Gardeners Exchange Group Meeting 18 June 2016
Location: Home and Grounds of Carole and Steve Brooks
Topic: What Is Ecological Gardening?
Submitted by Julie Neely, GEG Secretary
This lecture presentation was provided courtesy of Joann Harstad, Master Gardener, affiliated with the Berkeley-Jefferson WVU Extension Service. The location was the lovely home and landscaped grounds of Carole and Steve Brooks.
We began with a few administrative remarks from Jane Blash, and contributions from members:
- If you have specific plants to give away, please list them on the GEG Facebook page. Likewise if you have specific plants that you would like to receive list them as well.
- Webers is having a plant sale this week.
“Master Gardening is about education not gardening perfection.” Joann Harstad
Ecological/Sustainable Gardening relates to all things that affect the environment, working in harmony with nature and supporting the ecosystem. The home gardener can play a large role in supporting nature if you think before you act. The goal is to “do no harm” — don’t deplete or damage the natural resources that you have, and use only what is available to you. Supply yourself from what you have; don’t go beyond your own resources.
Organic Gardening uses only natural products, no synthetic herbicides, pesticides, fertilizers, or treated plant seeds. Yes, even the seeds you buy may have been treated with synthetic fungicides and/or bird repellents. Concerned gardeners should buy only USDA Certified Organic Seed as listed on the seed packet.
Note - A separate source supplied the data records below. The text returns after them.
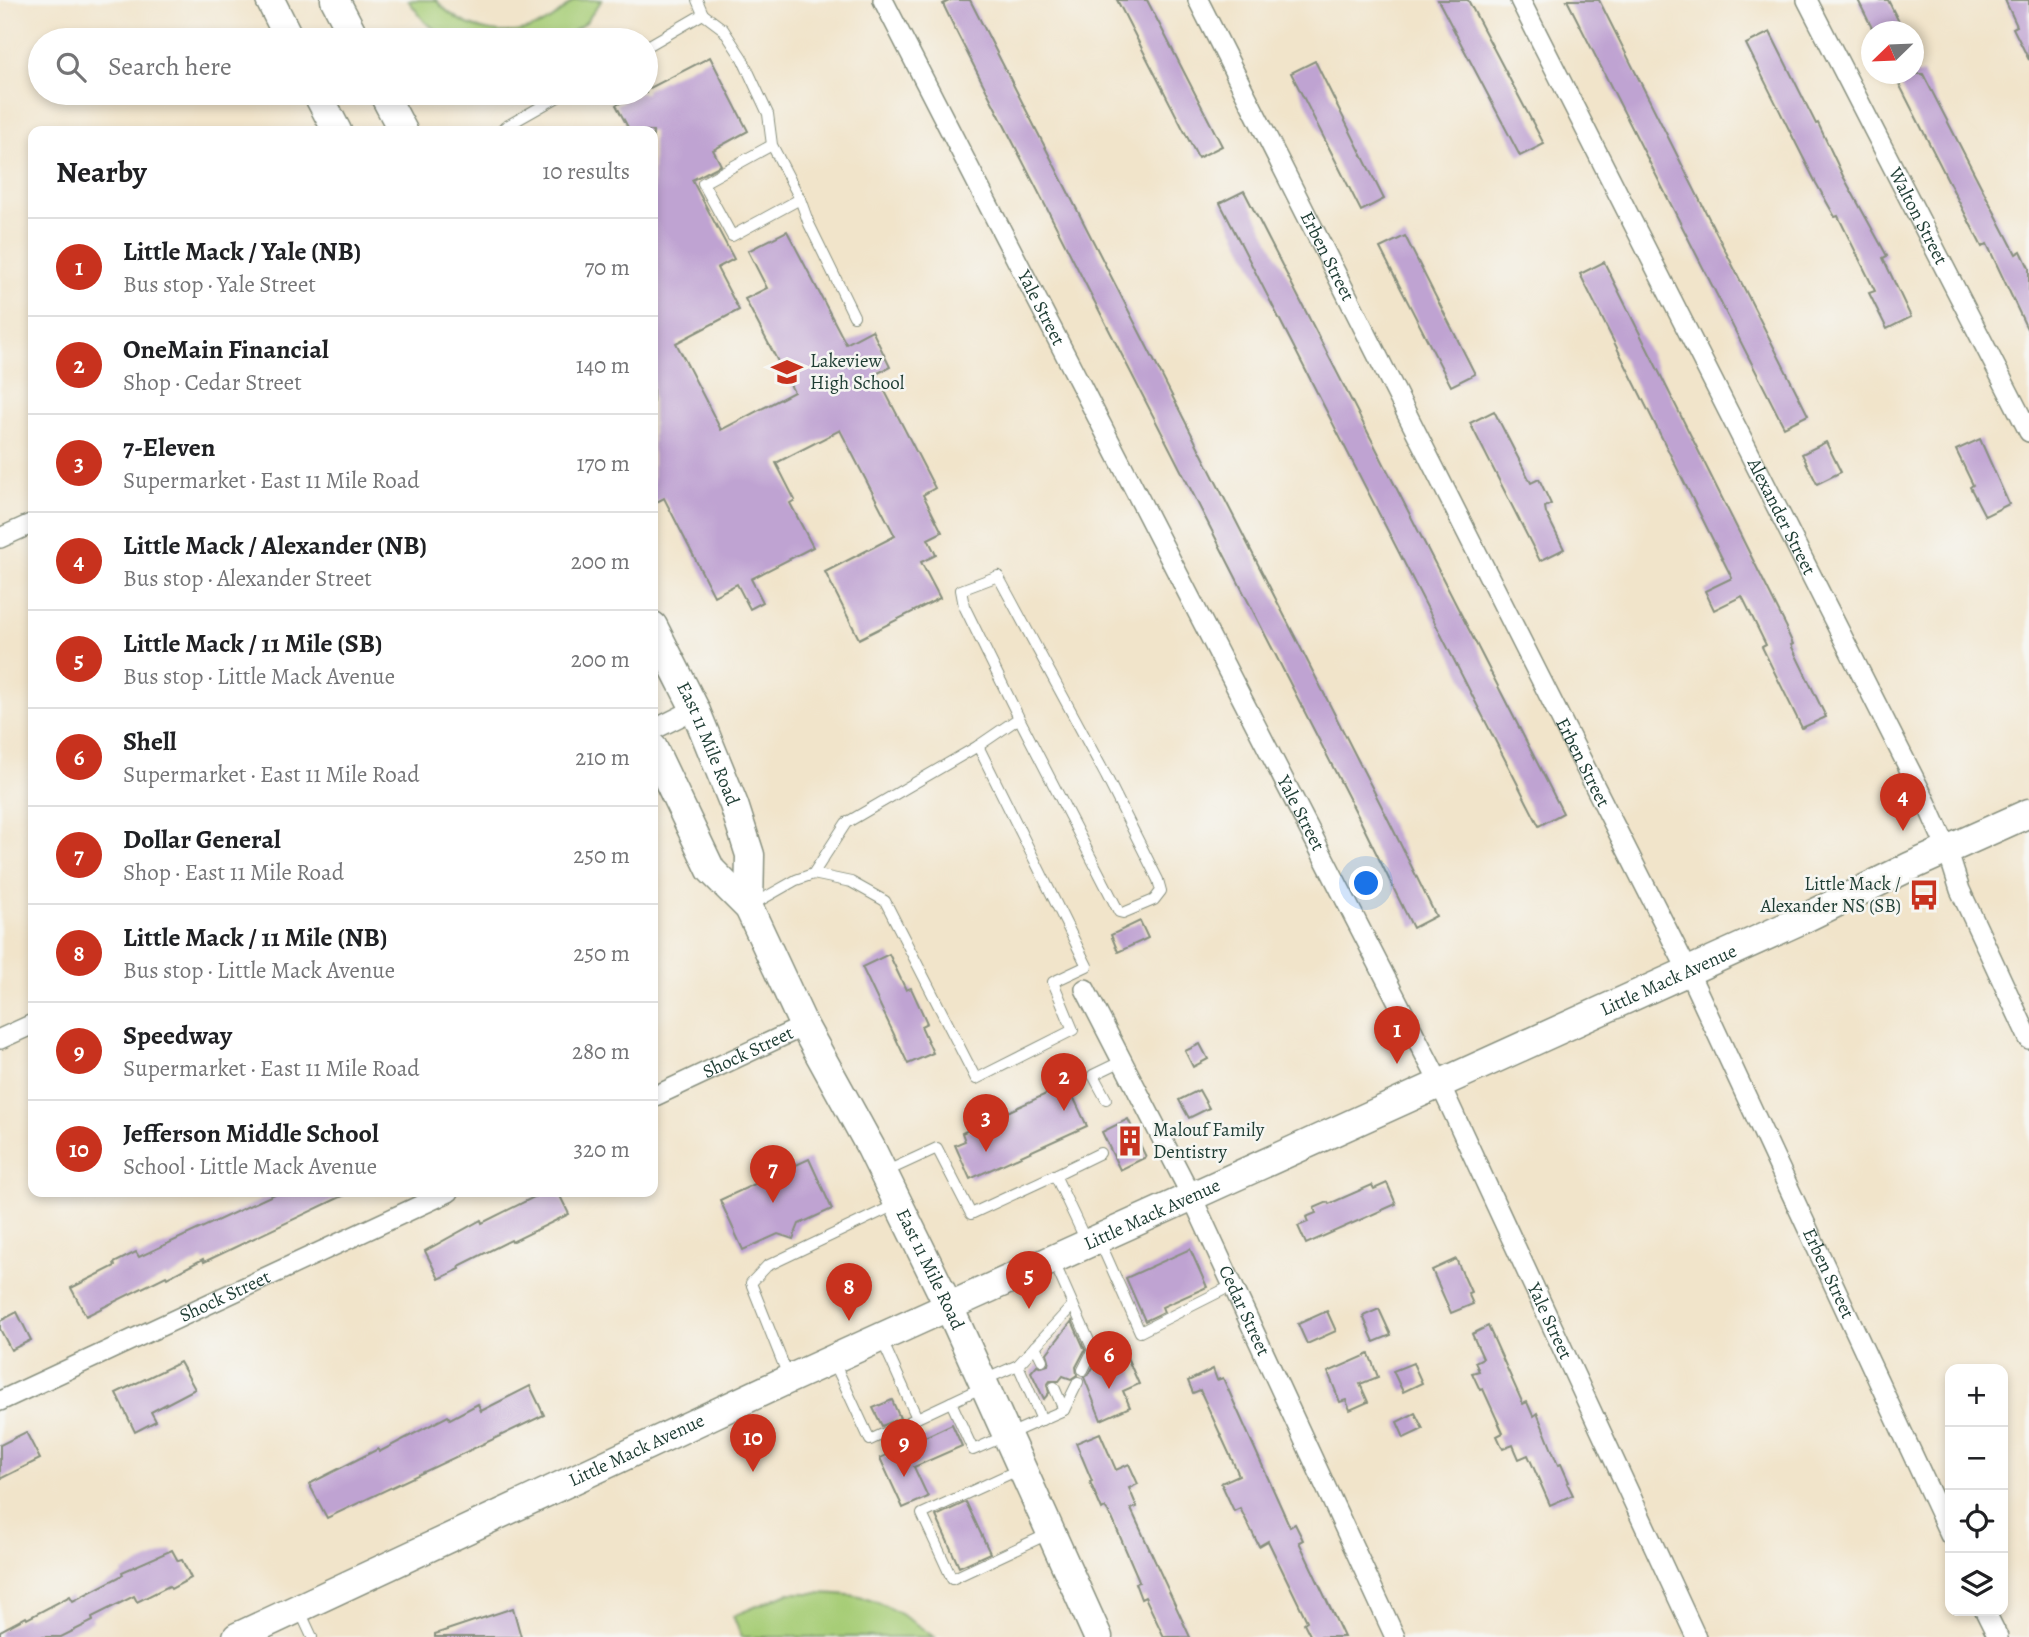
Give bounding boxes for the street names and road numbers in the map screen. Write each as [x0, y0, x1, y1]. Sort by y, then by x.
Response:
street label: Walton Street [1882, 162, 1954, 269]
street label: Erben Street [1294, 207, 1361, 305]
street label: Yale Street [1010, 265, 1071, 350]
street label: Alexander Street [1741, 453, 1822, 580]
street label: East 11 Mile Road [670, 677, 746, 810]
street label: Erben Street [1549, 713, 1616, 812]
street label: Yale Street [1270, 770, 1331, 855]
street label: Little Mack Avenue [1596, 938, 1741, 1022]
street label: Shock Street [698, 1020, 798, 1085]
street label: Little Mack Avenue [1080, 1172, 1224, 1257]
street label: East 11 Mile Road [890, 1204, 971, 1335]
street label: Erben Street [1796, 1224, 1861, 1323]
street label: Cedar Street [1212, 1261, 1276, 1360]
street label: Shock Street [175, 1264, 275, 1329]
street label: Yale Street [1520, 1278, 1579, 1364]
street label: Little Mack Avenue [564, 1407, 709, 1493]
Permaculture emphasizes the relationships between food, shelter, energy, ethics, climate, water, and soil. The focus is NOT on the individual elements but how they are thoughtfully placed together and create relationships that result in the whole becoming greater than the sum of the parts. Permaculture is now a degree-certified profession. Permaculture design seeks to minimize waste, human labor, and energy input by building systems that maximize benefits between elements to achieve a high level of synergy. The three core tenants of permaculture design, in order of importance, are:
- Care for the earth — a healthy earth sustains human life.
- Care for people — enable people to access resources necessary for their existence.
- Return of surplus — take only your fair share.
How to Get Started
- Remember that healthy soil is alive with microorganisms. Nourished soil will provide nourishment to plants. Compost, not chemicals, creates healthy soil.
- Get your soil tested and amend it based on your soil test results. Soil pH should be between 6.6 – 6.8. Different plants have very different pH requirements; adding fertilizer won’t correct pH and your plants will still fail to thrive until you correct the underlying problem.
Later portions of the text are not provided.